**Problem details**:
Without the pictures, repeat all of the data exactly as it appears below.

**Given data**:
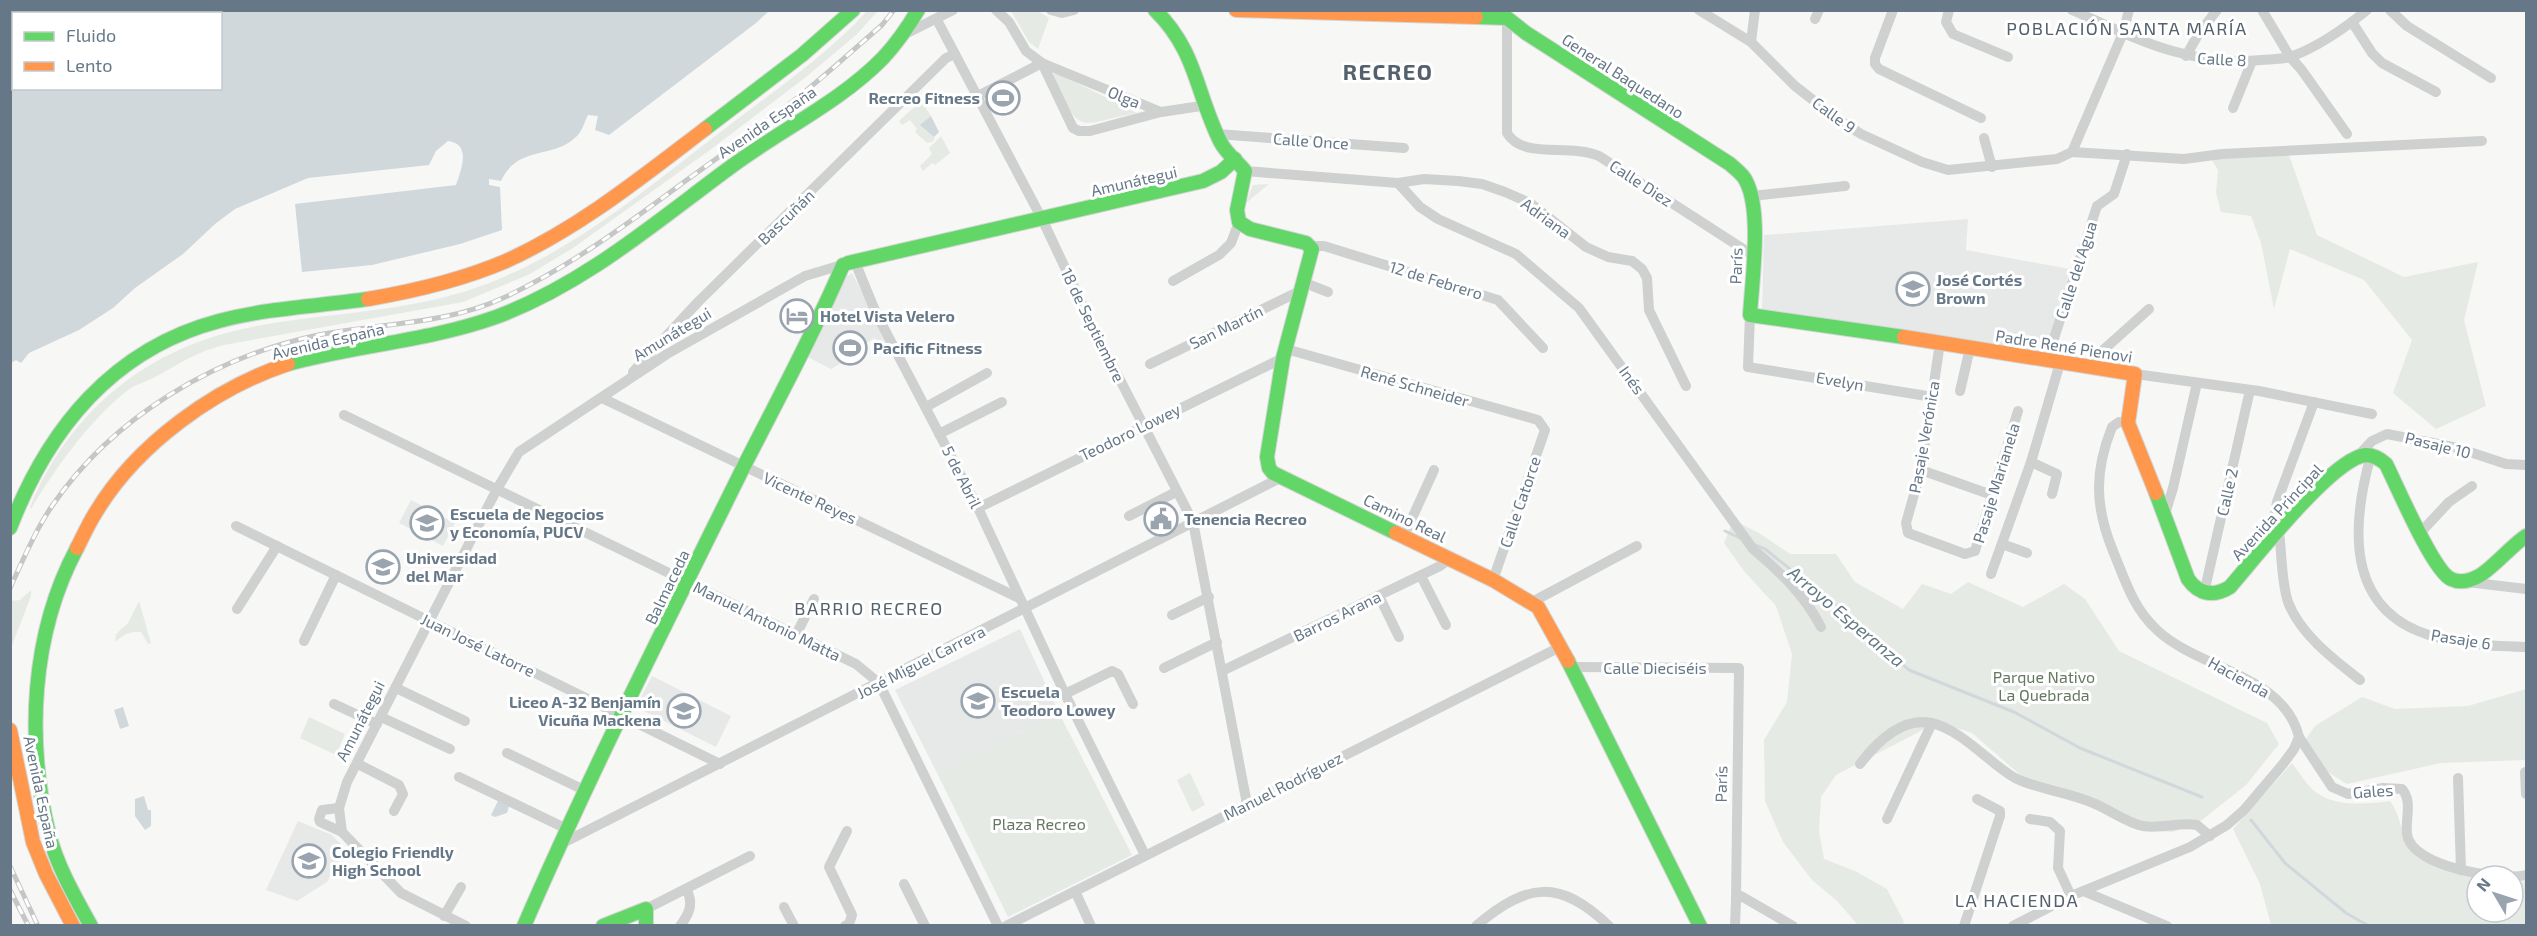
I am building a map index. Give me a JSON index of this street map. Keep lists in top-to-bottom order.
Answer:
{
  "streets": {
    "street": [
      "Calle 8",
      "General Baquedano",
      "Olga",
      "Calle 9",
      "Avenida España",
      "Calle Once",
      "Amunátegui",
      "Calle Diez",
      "Bascuñán",
      "Adriana",
      "París",
      "Calle del Agua",
      "12 de Febrero",
      "18 de Septiembre",
      "San Martín",
      "Padre René Pienovi",
      "Inés",
      "Evelyn",
      "René Schneider",
      "Teodoro Lowey",
      "Pasaje Verónica",
      "Pasaje 10",
      "5 de Abril",
      "Pasaje Marianela",
      "Calle 2",
      "Vicente Reyes",
      "Calle Catorce",
      "Avenida Principal",
      "Camino Real",
      "Balmaceda",
      "Barros Arana",
      "Manuel Antonio Matta",
      "Pasaje 6",
      "Juan José Latorre",
      "José Miguel Carrera",
      "Calle Dieciséis",
      "Hacienda",
      "Manuel Rodríguez",
      "Gales"
    ]
  },
  "crossings": [
    ["General Baquedano", "Calle Diez"],
    ["General Baquedano", "París"],
    ["Calle 9", "Calle del Agua"],
    ["Amunátegui", "Bascuñán"],
    ["Amunátegui", "18 de Septiembre"],
    ["Amunátegui", "5 de Abril"],
    ["Amunátegui", "Vicente Reyes"],
    ["Amunátegui", "Balmaceda"],
    ["Amunátegui", "Manuel Antonio Matta"],
    ["Amunátegui", "Juan José Latorre"],
    ["Calle Diez", "París"],
    ["Bascuñán", "18 de Septiembre"],
    ["Adriana", "Inés"],
    ["París", "Padre René Pienovi"],
    ["París", "Evelyn"],
    ["París", "Calle Dieciséis"],
    ["Calle del Agua", "Padre René Pienovi"],
    ["18 de Septiembre", "Teodoro Lowey"],
    ["18 de Septiembre", "Barros Arana"],
    ["18 de Septiembre", "José Miguel Carrera"],
    ["18 de Septiembre", "Manuel Rodríguez"],
    ["Padre René Pienovi", "Pasaje Verónica"],
    ["Padre René Pienovi", "Calle 2"],
    ["Evelyn", "Pasaje Verónica"],
    ["René Schneider", "Teodoro Lowey"],
    ["René Schneider", "Calle Catorce"],
    ["Teodoro Lowey", "5 de Abril"],
    ["Pasaje Verónica", "Pasaje Marianela"],
    ["Pasaje 10", "Avenida Principal"],
    ["5 de Abril", "Vicente Reyes"],
    ["5 de Abril", "Balmaceda"],
    ["5 de Abril", "José Miguel Carrera"],
    ["5 de Abril", "Manuel Rodríguez"],
    ["Calle 2", "Avenida Principal"],
    ["Vicente Reyes", "Balmaceda"],
    ["Calle Catorce", "Camino Real"],
    ["Avenida Principal", "Pasaje 6"],
    ["Camino Real", "Barros Arana"],
    ["Camino Real", "José Miguel Carrera"],
    ["Camino Real", "Calle Dieciséis"],
    ["Camino Real", "Manuel Rodríguez"],
    ["Balmaceda", "Manuel Antonio Matta"],
    ["Balmaceda", "Juan José Latorre"],
    ["Balmaceda", "José Miguel Carrera"],
    ["Manuel Antonio Matta", "José Miguel Carrera"],
    ["Juan José Latorre", "José Miguel Carrera"],
    ["Hacienda", "Gales"]
  ],
  "districts": [
    "POBLACIÓN SANTA MARÍA",
    "RECREO",
    "BARRIO RECREO",
    "LA HACIENDA"
  ],
  "water": ["Arroyo Esperanza"],
  "parks": ["Parque Nativo La Quebrada", "Plaza Recreo"],
  "places": {
    "sports": ["Recreo Fitness", "Pacific Fitness"],
    "school or university": [
      "José Cortés Brown",
      "Escuela de Negocios y Economía, PUCV",
      "Universidad del Mar",
      "Escuela Teodoro Lowey",
      "Liceo A-32 Benjamín Vicuña Mackena",
      "Colegio Friendly High School"
    ],
    "hotel": ["Hotel Vista Velero"],
    "public building": ["Tenencia Recreo"]
  },
  "legend": ["Fluido", "Lento"],
  "north": "top left"
}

**Solved exercise**:
I am building a map index. Give me a JSON index of this street map. Keep lists in top-to-bottom order.
Answer:
{
  "streets": {
    "street": [
      "Calle 8",
      "General Baquedano",
      "Olga",
      "Calle 9",
      "Avenida España",
      "Calle Once",
      "Amunátegui",
      "Calle Diez",
      "Bascuñán",
      "Adriana",
      "París",
      "Calle del Agua",
      "12 de Febrero",
      "18 de Septiembre",
      "San Martín",
      "Padre René Pienovi",
      "Inés",
      "Evelyn",
      "René Schneider",
      "Teodoro Lowey",
      "Pasaje Verónica",
      "Pasaje 10",
      "5 de Abril",
      "Pasaje Marianela",
      "Calle 2",
      "Vicente Reyes",
      "Calle Catorce",
      "Avenida Principal",
      "Camino Real",
      "Balmaceda",
      "Barros Arana",
      "Manuel Antonio Matta",
      "Pasaje 6",
      "Juan José Latorre",
      "José Miguel Carrera",
      "Calle Dieciséis",
      "Hacienda",
      "Manuel Rodríguez",
      "Gales"
    ]
  },
  "crossings": [
    ["General Baquedano", "Calle Diez"],
    ["General Baquedano", "París"],
    ["Calle 9", "Calle del Agua"],
    ["Amunátegui", "Bascuñán"],
    ["Amunátegui", "18 de Septiembre"],
    ["Amunátegui", "5 de Abril"],
    ["Amunátegui", "Vicente Reyes"],
    ["Amunátegui", "Balmaceda"],
    ["Amunátegui", "Manuel Antonio Matta"],
    ["Amunátegui", "Juan José Latorre"],
    ["Calle Diez", "París"],
    ["Bascuñán", "18 de Septiembre"],
    ["Adriana", "Inés"],
    ["París", "Padre René Pienovi"],
    ["París", "Evelyn"],
    ["París", "Calle Dieciséis"],
    ["Calle del Agua", "Padre René Pienovi"],
    ["18 de Septiembre", "Teodoro Lowey"],
    ["18 de Septiembre", "Barros Arana"],
    ["18 de Septiembre", "José Miguel Carrera"],
    ["18 de Septiembre", "Manuel Rodríguez"],
    ["Padre René Pienovi", "Pasaje Verónica"],
    ["Padre René Pienovi", "Calle 2"],
    ["Evelyn", "Pasaje Verónica"],
    ["René Schneider", "Teodoro Lowey"],
    ["René Schneider", "Calle Catorce"],
    ["Teodoro Lowey", "5 de Abril"],
    ["Pasaje Verónica", "Pasaje Marianela"],
    ["Pasaje 10", "Avenida Principal"],
    ["5 de Abril", "Vicente Reyes"],
    ["5 de Abril", "Balmaceda"],
    ["5 de Abril", "José Miguel Carrera"],
    ["5 de Abril", "Manuel Rodríguez"],
    ["Calle 2", "Avenida Principal"],
    ["Vicente Reyes", "Balmaceda"],
    ["Calle Catorce", "Camino Real"],
    ["Avenida Principal", "Pasaje 6"],
    ["Camino Real", "Barros Arana"],
    ["Camino Real", "José Miguel Carrera"],
    ["Camino Real", "Calle Dieciséis"],
    ["Camino Real", "Manuel Rodríguez"],
    ["Balmaceda", "Manuel Antonio Matta"],
    ["Balmaceda", "Juan José Latorre"],
    ["Balmaceda", "José Miguel Carrera"],
    ["Manuel Antonio Matta", "José Miguel Carrera"],
    ["Juan José Latorre", "José Miguel Carrera"],
    ["Hacienda", "Gales"]
  ],
  "districts": [
    "POBLACIÓN SANTA MARÍA",
    "RECREO",
    "BARRIO RECREO",
    "LA HACIENDA"
  ],
  "water": ["Arroyo Esperanza"],
  "parks": ["Parque Nativo La Quebrada", "Plaza Recreo"],
  "places": {
    "sports": ["Recreo Fitness", "Pacific Fitness"],
    "school or university": [
      "José Cortés Brown",
      "Escuela de Negocios y Economía, PUCV",
      "Universidad del Mar",
      "Escuela Teodoro Lowey",
      "Liceo A-32 Benjamín Vicuña Mackena",
      "Colegio Friendly High School"
    ],
    "hotel": ["Hotel Vista Velero"],
    "public building": ["Tenencia Recreo"]
  },
  "legend": ["Fluido", "Lento"],
  "north": "top left"
}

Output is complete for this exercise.